### [Task objective]
The records that appear below are to be restated word for word.

### [Records shown]
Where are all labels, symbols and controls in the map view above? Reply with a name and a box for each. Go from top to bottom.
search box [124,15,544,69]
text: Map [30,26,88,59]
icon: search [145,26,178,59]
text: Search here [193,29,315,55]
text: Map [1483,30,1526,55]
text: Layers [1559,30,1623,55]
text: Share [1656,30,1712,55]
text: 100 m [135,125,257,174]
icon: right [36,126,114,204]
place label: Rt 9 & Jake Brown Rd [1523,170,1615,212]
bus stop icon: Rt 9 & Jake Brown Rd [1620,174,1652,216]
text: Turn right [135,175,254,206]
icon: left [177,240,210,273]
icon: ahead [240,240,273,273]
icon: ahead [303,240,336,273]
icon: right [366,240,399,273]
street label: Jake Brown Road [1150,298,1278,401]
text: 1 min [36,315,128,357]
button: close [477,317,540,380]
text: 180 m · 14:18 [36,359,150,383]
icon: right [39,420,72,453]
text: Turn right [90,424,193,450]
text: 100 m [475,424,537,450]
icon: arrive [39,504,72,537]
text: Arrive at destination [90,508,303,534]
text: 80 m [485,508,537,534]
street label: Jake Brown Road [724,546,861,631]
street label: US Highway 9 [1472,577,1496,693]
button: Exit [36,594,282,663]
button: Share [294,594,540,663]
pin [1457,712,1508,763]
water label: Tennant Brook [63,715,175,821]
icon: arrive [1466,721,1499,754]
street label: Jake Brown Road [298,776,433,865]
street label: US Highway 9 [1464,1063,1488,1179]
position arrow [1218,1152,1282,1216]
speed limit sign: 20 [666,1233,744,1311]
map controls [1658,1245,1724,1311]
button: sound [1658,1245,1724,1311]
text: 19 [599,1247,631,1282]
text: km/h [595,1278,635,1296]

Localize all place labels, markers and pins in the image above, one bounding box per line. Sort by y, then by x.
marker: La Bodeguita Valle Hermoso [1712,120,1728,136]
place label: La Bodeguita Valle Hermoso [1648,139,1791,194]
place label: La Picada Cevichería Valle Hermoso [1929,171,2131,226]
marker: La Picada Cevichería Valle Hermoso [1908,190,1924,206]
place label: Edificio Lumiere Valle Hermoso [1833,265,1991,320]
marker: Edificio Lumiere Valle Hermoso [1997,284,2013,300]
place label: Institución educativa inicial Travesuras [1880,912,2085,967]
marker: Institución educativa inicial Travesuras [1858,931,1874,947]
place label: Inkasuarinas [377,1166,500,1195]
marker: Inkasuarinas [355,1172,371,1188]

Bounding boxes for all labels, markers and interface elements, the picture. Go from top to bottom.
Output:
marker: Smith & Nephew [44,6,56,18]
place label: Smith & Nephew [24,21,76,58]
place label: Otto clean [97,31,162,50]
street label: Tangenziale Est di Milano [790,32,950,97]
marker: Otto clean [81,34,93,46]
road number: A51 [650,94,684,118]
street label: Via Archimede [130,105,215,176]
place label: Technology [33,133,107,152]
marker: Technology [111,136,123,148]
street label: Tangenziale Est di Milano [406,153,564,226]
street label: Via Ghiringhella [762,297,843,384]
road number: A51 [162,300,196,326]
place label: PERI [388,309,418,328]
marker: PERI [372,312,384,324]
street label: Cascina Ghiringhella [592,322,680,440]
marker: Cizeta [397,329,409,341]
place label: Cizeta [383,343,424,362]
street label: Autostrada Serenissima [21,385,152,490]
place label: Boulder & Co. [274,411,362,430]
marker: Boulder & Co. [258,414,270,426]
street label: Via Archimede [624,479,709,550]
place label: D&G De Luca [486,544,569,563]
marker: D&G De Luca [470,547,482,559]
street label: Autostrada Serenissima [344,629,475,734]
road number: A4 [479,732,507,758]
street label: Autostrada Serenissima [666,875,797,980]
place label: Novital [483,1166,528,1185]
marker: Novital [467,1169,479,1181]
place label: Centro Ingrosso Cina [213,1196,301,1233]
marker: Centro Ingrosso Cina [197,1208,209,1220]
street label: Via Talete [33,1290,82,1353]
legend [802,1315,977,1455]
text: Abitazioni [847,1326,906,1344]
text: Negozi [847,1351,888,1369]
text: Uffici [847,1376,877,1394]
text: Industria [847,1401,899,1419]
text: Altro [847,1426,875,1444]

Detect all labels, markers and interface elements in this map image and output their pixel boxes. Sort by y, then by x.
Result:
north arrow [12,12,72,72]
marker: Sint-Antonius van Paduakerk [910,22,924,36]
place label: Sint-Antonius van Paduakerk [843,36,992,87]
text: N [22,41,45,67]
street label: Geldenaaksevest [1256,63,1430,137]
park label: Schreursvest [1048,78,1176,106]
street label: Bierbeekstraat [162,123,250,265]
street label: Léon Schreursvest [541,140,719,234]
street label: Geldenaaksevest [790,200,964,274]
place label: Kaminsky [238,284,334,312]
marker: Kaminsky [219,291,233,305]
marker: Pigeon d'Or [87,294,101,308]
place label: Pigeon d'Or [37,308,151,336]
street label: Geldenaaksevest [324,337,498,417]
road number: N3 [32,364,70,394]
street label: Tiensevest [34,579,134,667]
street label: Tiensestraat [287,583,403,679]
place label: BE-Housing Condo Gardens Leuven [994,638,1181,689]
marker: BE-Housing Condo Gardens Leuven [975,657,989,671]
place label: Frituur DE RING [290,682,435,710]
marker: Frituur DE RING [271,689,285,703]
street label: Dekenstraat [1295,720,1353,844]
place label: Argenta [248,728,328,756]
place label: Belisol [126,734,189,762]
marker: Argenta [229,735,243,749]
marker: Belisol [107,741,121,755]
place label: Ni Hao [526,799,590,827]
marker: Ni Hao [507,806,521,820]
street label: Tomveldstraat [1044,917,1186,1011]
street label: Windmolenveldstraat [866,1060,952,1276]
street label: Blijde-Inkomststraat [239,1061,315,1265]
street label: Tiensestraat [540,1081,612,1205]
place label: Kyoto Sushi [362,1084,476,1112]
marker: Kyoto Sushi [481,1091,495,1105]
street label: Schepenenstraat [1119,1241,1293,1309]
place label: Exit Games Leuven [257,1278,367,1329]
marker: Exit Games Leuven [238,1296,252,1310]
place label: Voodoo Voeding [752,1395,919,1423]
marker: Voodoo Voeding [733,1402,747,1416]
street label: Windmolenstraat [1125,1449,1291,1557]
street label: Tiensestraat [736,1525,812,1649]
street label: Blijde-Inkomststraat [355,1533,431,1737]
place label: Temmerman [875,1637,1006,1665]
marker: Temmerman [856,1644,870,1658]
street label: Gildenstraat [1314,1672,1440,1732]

### [Response to this task]
Where are all labels, symbols and controls in the map view above? Reply with a name and a box for each. Go from top to bottom.
search box [124,15,544,69]
text: Map [30,26,88,59]
icon: search [145,26,178,59]
text: Search here [193,29,315,55]
text: Map [1483,30,1526,55]
text: Layers [1559,30,1623,55]
text: Share [1656,30,1712,55]
text: 100 m [135,125,257,174]
icon: right [36,126,114,204]
place label: Rt 9 & Jake Brown Rd [1523,170,1615,212]
bus stop icon: Rt 9 & Jake Brown Rd [1620,174,1652,216]
text: Turn right [135,175,254,206]
icon: left [177,240,210,273]
icon: ahead [240,240,273,273]
icon: ahead [303,240,336,273]
icon: right [366,240,399,273]
street label: Jake Brown Road [1150,298,1278,401]
text: 1 min [36,315,128,357]
button: close [477,317,540,380]
text: 180 m · 14:18 [36,359,150,383]
icon: right [39,420,72,453]
text: Turn right [90,424,193,450]
text: 100 m [475,424,537,450]
icon: arrive [39,504,72,537]
text: Arrive at destination [90,508,303,534]
text: 80 m [485,508,537,534]
street label: Jake Brown Road [724,546,861,631]
street label: US Highway 9 [1472,577,1496,693]
button: Exit [36,594,282,663]
button: Share [294,594,540,663]
pin [1457,712,1508,763]
water label: Tennant Brook [63,715,175,821]
icon: arrive [1466,721,1499,754]
street label: Jake Brown Road [298,776,433,865]
street label: US Highway 9 [1464,1063,1488,1179]
position arrow [1218,1152,1282,1216]
speed limit sign: 20 [666,1233,744,1311]
map controls [1658,1245,1724,1311]
button: sound [1658,1245,1724,1311]
text: 19 [599,1247,631,1282]
text: km/h [595,1278,635,1296]

Localize all place labels, markers and pins in the image above, one bounding box per line. Sort by y, then by x.
marker: La Bodeguita Valle Hermoso [1712,120,1728,136]
place label: La Bodeguita Valle Hermoso [1648,139,1791,194]
place label: La Picada Cevichería Valle Hermoso [1929,171,2131,226]
marker: La Picada Cevichería Valle Hermoso [1908,190,1924,206]
place label: Edificio Lumiere Valle Hermoso [1833,265,1991,320]
marker: Edificio Lumiere Valle Hermoso [1997,284,2013,300]
place label: Institución educativa inicial Travesuras [1880,912,2085,967]
marker: Institución educativa inicial Travesuras [1858,931,1874,947]
place label: Inkasuarinas [377,1166,500,1195]
marker: Inkasuarinas [355,1172,371,1188]

Bounding boxes for all labels, markers and interface elements, the picture. Go from top to bottom.
Output:
marker: Smith & Nephew [44,6,56,18]
place label: Smith & Nephew [24,21,76,58]
place label: Otto clean [97,31,162,50]
street label: Tangenziale Est di Milano [790,32,950,97]
marker: Otto clean [81,34,93,46]
road number: A51 [650,94,684,118]
street label: Via Archimede [130,105,215,176]
place label: Technology [33,133,107,152]
marker: Technology [111,136,123,148]
street label: Tangenziale Est di Milano [406,153,564,226]
street label: Via Ghiringhella [762,297,843,384]
road number: A51 [162,300,196,326]
place label: PERI [388,309,418,328]
marker: PERI [372,312,384,324]
street label: Cascina Ghiringhella [592,322,680,440]
marker: Cizeta [397,329,409,341]
place label: Cizeta [383,343,424,362]
street label: Autostrada Serenissima [21,385,152,490]
place label: Boulder & Co. [274,411,362,430]
marker: Boulder & Co. [258,414,270,426]
street label: Via Archimede [624,479,709,550]
place label: D&G De Luca [486,544,569,563]
marker: D&G De Luca [470,547,482,559]
street label: Autostrada Serenissima [344,629,475,734]
road number: A4 [479,732,507,758]
street label: Autostrada Serenissima [666,875,797,980]
place label: Novital [483,1166,528,1185]
marker: Novital [467,1169,479,1181]
place label: Centro Ingrosso Cina [213,1196,301,1233]
marker: Centro Ingrosso Cina [197,1208,209,1220]
street label: Via Talete [33,1290,82,1353]
legend [802,1315,977,1455]
text: Abitazioni [847,1326,906,1344]
text: Negozi [847,1351,888,1369]
text: Uffici [847,1376,877,1394]
text: Industria [847,1401,899,1419]
text: Altro [847,1426,875,1444]

Detect all labels, markers and interface elements in this map image and output their pixel boxes. Sort by y, then by x.
Result:
north arrow [12,12,72,72]
marker: Sint-Antonius van Paduakerk [910,22,924,36]
place label: Sint-Antonius van Paduakerk [843,36,992,87]
text: N [22,41,45,67]
street label: Geldenaaksevest [1256,63,1430,137]
park label: Schreursvest [1048,78,1176,106]
street label: Bierbeekstraat [162,123,250,265]
street label: Léon Schreursvest [541,140,719,234]
street label: Geldenaaksevest [790,200,964,274]
place label: Kaminsky [238,284,334,312]
marker: Kaminsky [219,291,233,305]
marker: Pigeon d'Or [87,294,101,308]
place label: Pigeon d'Or [37,308,151,336]
street label: Geldenaaksevest [324,337,498,417]
road number: N3 [32,364,70,394]
street label: Tiensevest [34,579,134,667]
street label: Tiensestraat [287,583,403,679]
place label: BE-Housing Condo Gardens Leuven [994,638,1181,689]
marker: BE-Housing Condo Gardens Leuven [975,657,989,671]
place label: Frituur DE RING [290,682,435,710]
marker: Frituur DE RING [271,689,285,703]
street label: Dekenstraat [1295,720,1353,844]
place label: Argenta [248,728,328,756]
place label: Belisol [126,734,189,762]
marker: Argenta [229,735,243,749]
marker: Belisol [107,741,121,755]
place label: Ni Hao [526,799,590,827]
marker: Ni Hao [507,806,521,820]
street label: Tomveldstraat [1044,917,1186,1011]
street label: Windmolenveldstraat [866,1060,952,1276]
street label: Blijde-Inkomststraat [239,1061,315,1265]
street label: Tiensestraat [540,1081,612,1205]
place label: Kyoto Sushi [362,1084,476,1112]
marker: Kyoto Sushi [481,1091,495,1105]
street label: Schepenenstraat [1119,1241,1293,1309]
place label: Exit Games Leuven [257,1278,367,1329]
marker: Exit Games Leuven [238,1296,252,1310]
place label: Voodoo Voeding [752,1395,919,1423]
marker: Voodoo Voeding [733,1402,747,1416]
street label: Windmolenstraat [1125,1449,1291,1557]
street label: Tiensestraat [736,1525,812,1649]
street label: Blijde-Inkomststraat [355,1533,431,1737]
place label: Temmerman [875,1637,1006,1665]
marker: Temmerman [856,1644,870,1658]
street label: Gildenstraat [1314,1672,1440,1732]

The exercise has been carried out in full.